Blake was at the table by the window, alone. There was a jug of coffee, three upturned mugs, a basket of cream and sugar, a basket of Danish and doughnuts. The bad news was the pile of Sunday newspapers, opened and read and scattered, with the Washington Post and USA Today and worst of all the New York Times just sitting right there in plain view. Which meant there was no news from New York. Which meant it hadn’t worked yet, which meant he was going to have to keep on waiting until it did.

With three people at the table instead of five, there was more elbow room. Harper sat down opposite Blake and Reacher sat opposite nobody. Blake looked old and tired and very strained. He looked ill. The guy was a heart attack waiting to happen. But Reacher felt no sympathy for him. Blake had broken the rules.

“Today you work the files,” Blake said.

“Whatever,” Reacher said.

“They’re updated with the Lorraine Stanley material. So you need to spend today reviewing them and you can give us your conclusions at the breakfast meeting tomorrow. Clear?”

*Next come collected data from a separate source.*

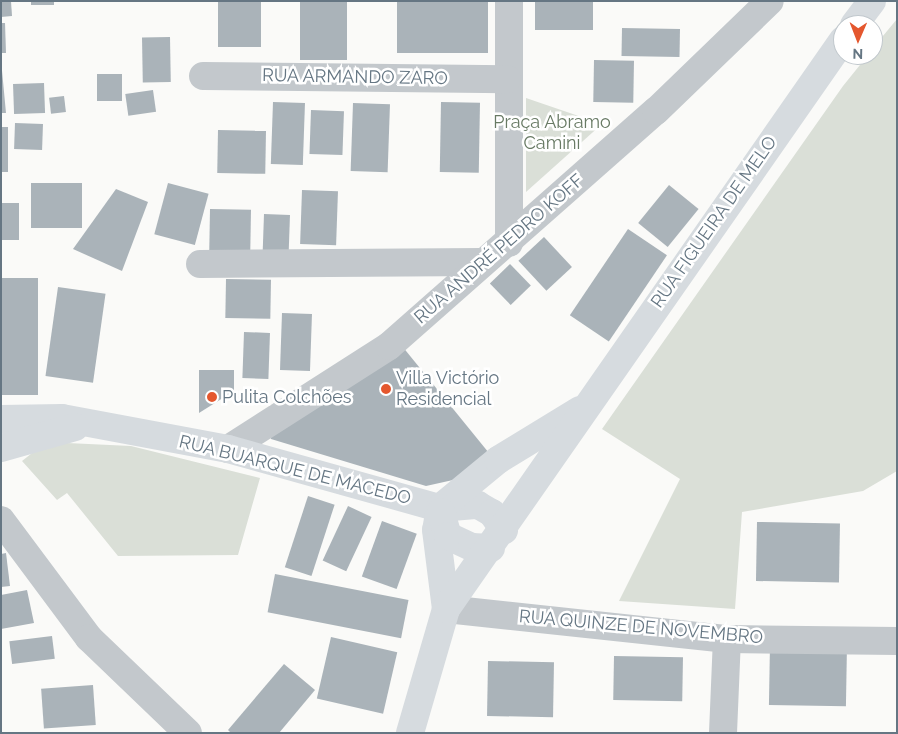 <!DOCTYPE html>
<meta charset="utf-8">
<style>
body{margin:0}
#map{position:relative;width:898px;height:734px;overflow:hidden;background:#fafaf8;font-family:Raleway,sans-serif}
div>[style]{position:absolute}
.green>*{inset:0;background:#dadfd7}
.building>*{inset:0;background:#aab3b9;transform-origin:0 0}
.minor>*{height:28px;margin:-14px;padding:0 14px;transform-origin:14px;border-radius:14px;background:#c3c8cc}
.major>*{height:28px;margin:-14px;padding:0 14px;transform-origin:14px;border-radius:14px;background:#d6dbdf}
.dots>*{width:14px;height:14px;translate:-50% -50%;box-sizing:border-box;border:2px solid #fff;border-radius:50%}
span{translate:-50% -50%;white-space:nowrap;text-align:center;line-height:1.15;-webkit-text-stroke:5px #fff;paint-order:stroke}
.street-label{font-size:18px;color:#657683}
.park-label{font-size:18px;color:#687a64}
.poi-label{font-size:18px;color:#657683}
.left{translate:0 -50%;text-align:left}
.frame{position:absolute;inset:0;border:2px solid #657683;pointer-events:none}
.north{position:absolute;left:833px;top:15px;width:50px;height:50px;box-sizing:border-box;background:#fff;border:1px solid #c1c8cd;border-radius:50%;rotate:181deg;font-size:14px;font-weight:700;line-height:20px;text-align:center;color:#657683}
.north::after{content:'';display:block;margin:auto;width:18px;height:22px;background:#e4572e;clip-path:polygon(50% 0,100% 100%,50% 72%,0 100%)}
</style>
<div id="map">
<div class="green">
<div style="clip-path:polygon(897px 19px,897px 471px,863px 491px,742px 512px,735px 609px,619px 601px,680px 479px,602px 429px,843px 86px,868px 55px,873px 55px,873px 48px)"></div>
<div style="clip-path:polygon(526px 98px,602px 124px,526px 192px)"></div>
<div style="clip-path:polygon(46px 442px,131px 446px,260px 478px,238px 555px,118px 556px,67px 493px,57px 500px,22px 461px)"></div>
</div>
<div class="building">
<div style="clip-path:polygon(1px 1px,11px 1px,12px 16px,1px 17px)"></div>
<div style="left:31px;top:1px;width:23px;height:4px"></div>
<div style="left:218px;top:1px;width:43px;height:46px"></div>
<div style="left:300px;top:1px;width:47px;height:59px"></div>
<div style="left:397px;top:1px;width:91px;height:52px"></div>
<div style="left:535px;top:1px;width:58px;height:29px"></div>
<div style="clip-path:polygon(1px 23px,5px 23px,6px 53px,1px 53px)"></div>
<div style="left:622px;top:28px;width:58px;height:28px;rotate:1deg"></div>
<div style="left:170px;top:37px;width:45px;height:28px;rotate:89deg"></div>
<div style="clip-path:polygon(1px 60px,6px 113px,1px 113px)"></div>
<div style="left:594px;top:60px;width:40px;height:42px;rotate:1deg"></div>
<div style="left:122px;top:74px;width:27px;height:25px;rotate:90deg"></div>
<div style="left:44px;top:83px;width:30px;height:31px;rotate:88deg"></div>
<div style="left:153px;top:90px;width:22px;height:28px;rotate:82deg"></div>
<div style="left:64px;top:96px;width:16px;height:15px;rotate:83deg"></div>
<div style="left:273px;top:102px;width:32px;height:62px;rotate:2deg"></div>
<div style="left:441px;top:102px;width:39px;height:70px;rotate:1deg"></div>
<div style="left:353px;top:103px;width:37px;height:68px;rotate:2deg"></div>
<div style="left:311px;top:110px;width:33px;height:44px;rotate:2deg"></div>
<div style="left:15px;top:123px;width:28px;height:26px;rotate:2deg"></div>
<div style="left:1px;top:127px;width:7px;height:45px"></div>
<div style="left:218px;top:130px;width:48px;height:43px;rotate:1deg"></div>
<div style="left:31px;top:183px;width:51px;height:45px"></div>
<div style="left:168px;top:183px;width:42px;height:53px;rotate:15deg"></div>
<div style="left:669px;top:185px;width:38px;height:49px;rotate:39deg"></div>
<div style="clip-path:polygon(116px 189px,148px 202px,122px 271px,73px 249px)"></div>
<div style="left:302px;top:190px;width:36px;height:54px;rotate:2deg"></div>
<div style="left:1px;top:203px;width:18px;height:37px"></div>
<div style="left:210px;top:209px;width:41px;height:43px;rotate:1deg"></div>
<div style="left:264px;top:214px;width:26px;height:36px;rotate:2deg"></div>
<div style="left:628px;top:229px;width:47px;height:104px;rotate:34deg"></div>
<div style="left:544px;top:237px;width:41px;height:35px;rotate:47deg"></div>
<div style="left:510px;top:264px;width:30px;height:28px;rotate:46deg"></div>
<div style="left:1px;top:278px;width:37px;height:117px"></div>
<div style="left:226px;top:279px;width:45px;height:39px;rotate:1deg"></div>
<div style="left:58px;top:287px;width:48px;height:90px;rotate:8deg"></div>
<div style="left:282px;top:313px;width:30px;height:57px;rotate:2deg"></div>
<div style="left:244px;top:332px;width:26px;height:46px;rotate:2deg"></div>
<div style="clip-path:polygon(402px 346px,493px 458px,453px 480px,426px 486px,271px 439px,269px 431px)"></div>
<div style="clip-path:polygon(199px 370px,234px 370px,234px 391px,199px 413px)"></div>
<div style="left:308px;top:496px;width:28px;height:75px;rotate:18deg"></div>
<div style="left:348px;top:506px;width:26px;height:60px;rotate:25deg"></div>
<div style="left:382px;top:521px;width:37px;height:59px;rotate:20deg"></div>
<div style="left:757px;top:522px;width:83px;height:59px;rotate:1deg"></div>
<div style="clip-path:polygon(6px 553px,10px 586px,1px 587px,1px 554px)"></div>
<div style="left:275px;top:574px;width:136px;height:39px;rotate:11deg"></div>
<div style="clip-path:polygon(27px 590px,34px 623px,1px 629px,1px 595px)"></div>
<div style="left:52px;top:636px;width:23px;height:43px;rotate:83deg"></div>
<div style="left:331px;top:637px;width:68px;height:63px;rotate:13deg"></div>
<div style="left:770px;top:644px;width:77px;height:61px;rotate:1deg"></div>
<div style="left:614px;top:656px;width:69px;height:44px;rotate:1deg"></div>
<div style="left:488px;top:661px;width:66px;height:55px;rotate:1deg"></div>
<div style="clip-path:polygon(284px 664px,315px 690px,279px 733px,231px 733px,228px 730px)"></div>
<div style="left:93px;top:685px;width:40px;height:52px;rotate:86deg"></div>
</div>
<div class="minor">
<div style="left:509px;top:1px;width:242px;rotate:90deg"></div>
<div style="left:203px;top:76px;width:304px;rotate:0.6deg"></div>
<div style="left:200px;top:264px;width:282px;rotate:-0.4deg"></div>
<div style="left:228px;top:449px;width:191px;rotate:-32.6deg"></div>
<div style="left:389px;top:346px;width:356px;rotate:-41.4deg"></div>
<div style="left:656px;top:111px;width:158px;rotate:-44deg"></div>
<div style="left:1px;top:520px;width:147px;rotate:53.3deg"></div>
<div style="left:89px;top:638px;width:137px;rotate:43.8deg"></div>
<div style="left:446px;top:609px;width:283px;rotate:6.1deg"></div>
<div style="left:727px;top:639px;width:170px;rotate:0.7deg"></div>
<div style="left:723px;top:733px;width:94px;rotate:-87.6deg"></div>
</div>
<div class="major">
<div style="left:854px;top:25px;width:30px;rotate:-53deg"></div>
<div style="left:1px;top:419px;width:61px;rotate:-0.9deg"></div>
<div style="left:62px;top:418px;width:169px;rotate:10.6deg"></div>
<div style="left:228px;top:449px;width:220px;rotate:15.6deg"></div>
<div style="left:440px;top:508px;width:38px;rotate:-5deg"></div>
<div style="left:478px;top:505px;width:16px;rotate:30deg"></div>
<div style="left:492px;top:513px;width:21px;rotate:55deg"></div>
<div style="left:1px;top:448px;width:77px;rotate:-15.8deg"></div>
<div style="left:441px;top:507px;width:74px;rotate:-39.5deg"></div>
<div style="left:498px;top:460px;width:96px;rotate:-31.4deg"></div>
<div style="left:440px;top:508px;width:22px;rotate:100deg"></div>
<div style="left:436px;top:530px;width:80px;rotate:82.8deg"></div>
<div style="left:441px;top:512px;width:25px;rotate:74deg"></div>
<div style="left:448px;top:536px;width:26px;rotate:25deg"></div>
<div style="left:472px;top:547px;width:19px;rotate:3deg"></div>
<div style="left:410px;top:733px;width:129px;rotate:-73.8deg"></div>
<div style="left:446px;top:609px;width:694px;rotate:-55.1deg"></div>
</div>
<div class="dots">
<div style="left:386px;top:389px;background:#e4572e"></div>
<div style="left:212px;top:397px;background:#e4572e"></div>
</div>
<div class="street-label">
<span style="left:355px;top:77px;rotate:1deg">RUA ARMANDO ZARO</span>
<span style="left:714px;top:222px;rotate:-55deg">RUA FIGUEIRA DE MELO</span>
<span style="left:499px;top:249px;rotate:-41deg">RUA ANDRÉ PEDRO KOFF</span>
<span style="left:295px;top:470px;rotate:14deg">RUA BUARQUE DE MACEDO</span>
<span style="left:641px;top:627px;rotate:5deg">RUA QUINZE DE NOVEMBRO</span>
</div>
<div class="park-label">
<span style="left:552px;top:133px">Praça Abramo<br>Camini</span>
</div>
<div class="poi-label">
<span class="left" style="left:396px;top:389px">Villa Victório<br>Residencial</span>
<span class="left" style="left:222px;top:397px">Pulita Colchões</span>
</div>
<div class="frame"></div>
<div class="north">N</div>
</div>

Reacher nodded. “ Crystal.”

“Any preliminaries I should know about?”

“Preliminary what?”

“Conclusions. You got any thoughts yet?”

Reacher glanced at Harper. This was the point where a loyal agent would inform her boss about his objections. But she said nothing. Just looked down and concentrated on stirring her coffee.

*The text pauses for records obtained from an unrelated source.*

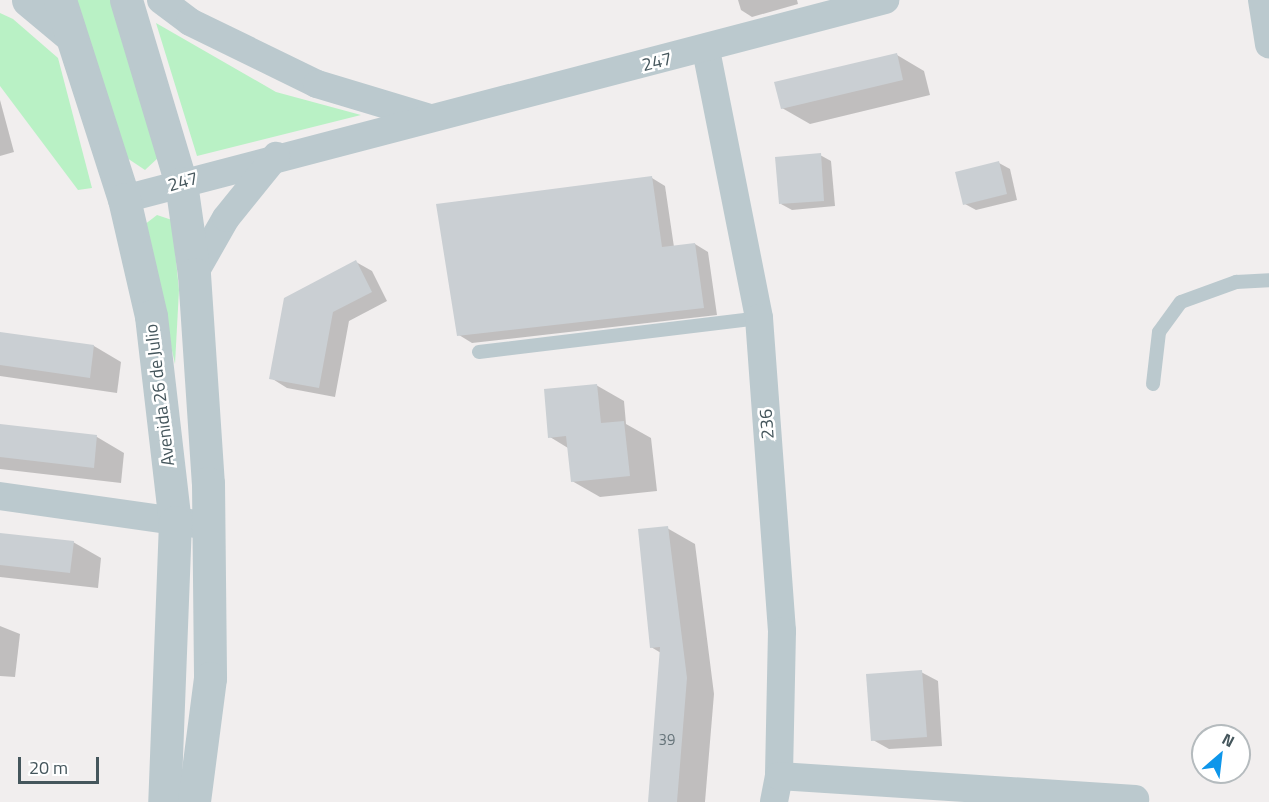 <!DOCTYPE html>
<style>
body{margin:0}
#map{position:relative;width:1269px;height:802px;overflow:hidden;background:#f1eeee;font-family:"Titillium Web",sans-serif}
div>[style]{position:absolute}
.green>*{inset:0;background:#b9f1c5}
.shadow>*{inset:0;background:#0003}
.building>*{inset:0;background:#cacfd3}
.service>*{height:14px;margin:-7px;padding:0 7px;transform-origin:7px;border-radius:7px;background:#bbc9ce}
.minor>*{height:28px;margin:-14px;padding:0 14px;transform-origin:14px;border-radius:14px;background:#bbc9ce}
.tertiary>*{height:33px;margin:-16.5px;padding:0 16.5px;transform-origin:16.5px;border-radius:16.5px;background:#bbc9ce}
span{translate:-50% -50%;white-space:nowrap;text-align:center;line-height:1.15;-webkit-text-stroke:5px #fff;paint-order:stroke}
.number-label{font-size:15px;color:#66747a}
.number-label span{-webkit-text-stroke-width:0}
.street-label{font-size:18px;color:#45565c}
.north{position:absolute;left:1191px;top:724px;width:60px;height:60px;box-sizing:border-box;background:#fff;border:2px solid #b5bbbe;border-radius:50%;rotate:28deg;font-size:16px;font-weight:700;line-height:24px;text-align:center;color:#45565c}
.north::after{content:'';display:block;margin:auto;width:21px;height:27px;background:#0e96ea;clip-path:polygon(50% 0,100% 100%,50% 72%,0 100%)}
.scale{position:absolute;left:18px;top:757px;width:81px;height:27px;box-sizing:border-box;border:3px solid #45565c;border-top:0;padding-left:8px;font-size:18px;line-height:21px;white-space:nowrap;color:#45565c;-webkit-text-stroke:4px #fff;paint-order:stroke}
</style>
<div id="map">
<div class="green">
<div style="clip-path:polygon(76px 0,114px 0,159px 157px,145px 170px,127px 158px)"></div>
<div style="clip-path:polygon(0 13px,13px 19px,58px 58px,92px 188px,78px 190px,0 86px)"></div>
<div style="clip-path:polygon(156px 23px,276px 92px,361px 115px,197px 156px)"></div>
<div style="clip-path:polygon(157px 215px,172px 220px,179px 290px,175px 364px,144px 225px)"></div>
</div>
<div class="shadow">
<div style="clip-path:polygon(738px 0,797px 0,798px 4px,752px 17px,741px 10px)"></div>
<div style="clip-path:polygon(897px 55px,924px 71px,930px 95px,810px 124px,782px 108px)"></div>
<div style="clip-path:polygon(0 100px,14px 152px,0 156px)"></div>
<div style="clip-path:polygon(820px 155px,831px 161px,835px 206px,792px 210px,781px 204px)"></div>
<div style="clip-path:polygon(999px 163px,1010px 169px,1017px 200px,976px 210px,965px 204px)"></div>
<div style="clip-path:polygon(652px 178px,665px 186px,674px 247px,695px 244px,708px 252px,717px 315px,472px 343px,459px 335px)"></div>
<div style="clip-path:polygon(356px 262px,372px 271px,387px 301px,349px 321px,335px 397px,287px 388px,271px 378px)"></div>
<div style="clip-path:polygon(0 333px,94px 346px,121px 362px,117px 393px,0 376px)"></div>
<div style="clip-path:polygon(596px 385px,624px 401px,626px 424px,651px 438px,657px 491px,600px 497px,572px 481px,568px 448px,550px 437px)"></div>
<div style="clip-path:polygon(0 425px,97px 437px,124px 453px,121px 483px,0 469px)"></div>
<div style="clip-path:polygon(667px 528px,695px 544px,714px 694px,705px 802px,649px 802px,661px 653px,651px 647px)"></div>
<div style="clip-path:polygon(0 534px,73px 542px,101px 558px,98px 588px,0 577px)"></div>
<div style="clip-path:polygon(0 626px,20px 634px,15px 677px,0 676px)"></div>
<div style="clip-path:polygon(921px 672px,938px 681px,942px 746px,889px 749px,873px 740px)"></div>
</div>
<div class="building">
<div style="clip-path:polygon(897px 53px,903px 80px,781px 109px,774px 82px)"></div>
<div style="clip-path:polygon(821px 153px,824px 201px,779px 204px,775px 157px)"></div>
<div style="clip-path:polygon(999px 161px,1007px 194px,963px 205px,955px 172px)"></div>
<div style="clip-path:polygon(652px 176px,662px 247px,695px 243px,704px 308px,457px 336px,436px 204px)"></div>
<div style="clip-path:polygon(356px 260px,372px 292px,333px 312px,319px 388px,269px 379px,284px 298px)"></div>
<div style="clip-path:polygon(0 332px,94px 345px,90px 378px,0 365px)"></div>
<div style="clip-path:polygon(597px 384px,601px 423px,624px 421px,630px 476px,571px 482px,566px 436px,548px 438px,544px 389px)"></div>
<div style="clip-path:polygon(0 424px,97px 435px,94px 468px,0 457px)"></div>
<div style="clip-path:polygon(668px 526px,687px 678px,677px 802px,648px 802px,660px 647px,650px 648px,638px 529px)"></div>
<div style="clip-path:polygon(0 533px,74px 541px,70px 573px,0 565px)"></div>
<div style="clip-path:polygon(922px 670px,927px 737px,871px 741px,866px 674px)"></div>
</div>
<div class="service">
<div style="left:479px;top:352px;width:282px;rotate:-6.9deg"></div>
<div style="left:1153px;top:384px;width:52px;rotate:-83.4deg"></div>
<div style="left:1159px;top:332px;width:37px;rotate:-54deg"></div>
<div style="left:1181px;top:302px;width:59px;rotate:-20deg"></div>
<div style="left:1236px;top:282px;width:33px;rotate:-3deg"></div>
</div>
<div class="minor">
<div style="left:161px;top:0;width:36px;rotate:37deg"></div>
<div style="left:190px;top:22px;width:141px;rotate:26deg"></div>
<div style="left:317px;top:84px;width:115px;rotate:16.7deg"></div>
<div style="left:1262px;top:0;width:45px;rotate:81deg"></div>
<div style="left:706px;top:50px;width:273px;rotate:78.8deg"></div>
<div style="left:759px;top:318px;width:314px;rotate:85.8deg"></div>
<div style="left:782px;top:631px;width:145px;rotate:91.2deg"></div>
<div style="left:779px;top:776px;width:26px;rotate:101deg"></div>
<div style="left:124px;top:199px;width:787px;rotate:-14.65deg"></div>
<div style="left:194px;top:274px;width:64px;rotate:-60.3deg"></div>
<div style="left:226px;top:218px;width:80px;rotate:-51.1deg"></div>
<div style="left:0;top:496px;width:199px;rotate:8.1deg"></div>
<div style="left:779px;top:776px;width:357px;rotate:3.7deg"></div>
</div>
<div class="tertiary">
<div style="left:28px;top:0;width:55px;rotate:39.8deg"></div>
<div style="left:60px;top:0;width:209px;rotate:72.2deg"></div>
<div style="left:124px;top:199px;width:120px;rotate:77deg"></div>
<div style="left:151px;top:316px;width:207px;rotate:83.4deg"></div>
<div style="left:175px;top:522px;width:280px;rotate:92.2deg"></div>
<div style="left:126px;top:0;width:191px;rotate:73.3deg"></div>
<div style="left:181px;top:183px;width:92px;rotate:81.9deg"></div>
<div style="left:194px;top:274px;width:209px;rotate:86.2deg"></div>
<div style="left:208px;top:483px;width:195px;rotate:89.4deg"></div>
<div style="left:210px;top:678px;width:125px;rotate:97.4deg"></div>
</div>
<div class="number-label">
<span style="left:667px;top:740px">39</span>
</div>
<div class="street-label">
<span style="left:657px;top:62px;rotate:-14deg">247</span>
<span style="left:183px;top:182px;rotate:-16deg">247</span>
<span style="left:160px;top:395px;rotate:-97deg">Avenida 26 de Julio</span>
<span style="left:767px;top:424px;rotate:-94deg">236</span>
</div>
<div class="north">N</div>
<div class="scale">20 m</div>
</div>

“Let me read the files,” he said. “Too early to say anything right now.”

Blake nodded. “We’ve got sixteen days. We need to start making some real progress real soon.”

Reacher nodded back. “I get the message. Maybe tomorrow we’ll get some good news.”

Blake and Harper looked at him like it was an odd thing to say. Then they took coffee and Danish and doughnuts and sections of the papers and lingered like they had time to kill. It was Sunday. And the investigation was stalled. That was clear. Reacher recognized the signs. However urgent a thing is, there comes a point where there are no more places to go. The urgency burns out, and you sit there like you’ve got all the time in the world, while the world rages on around you.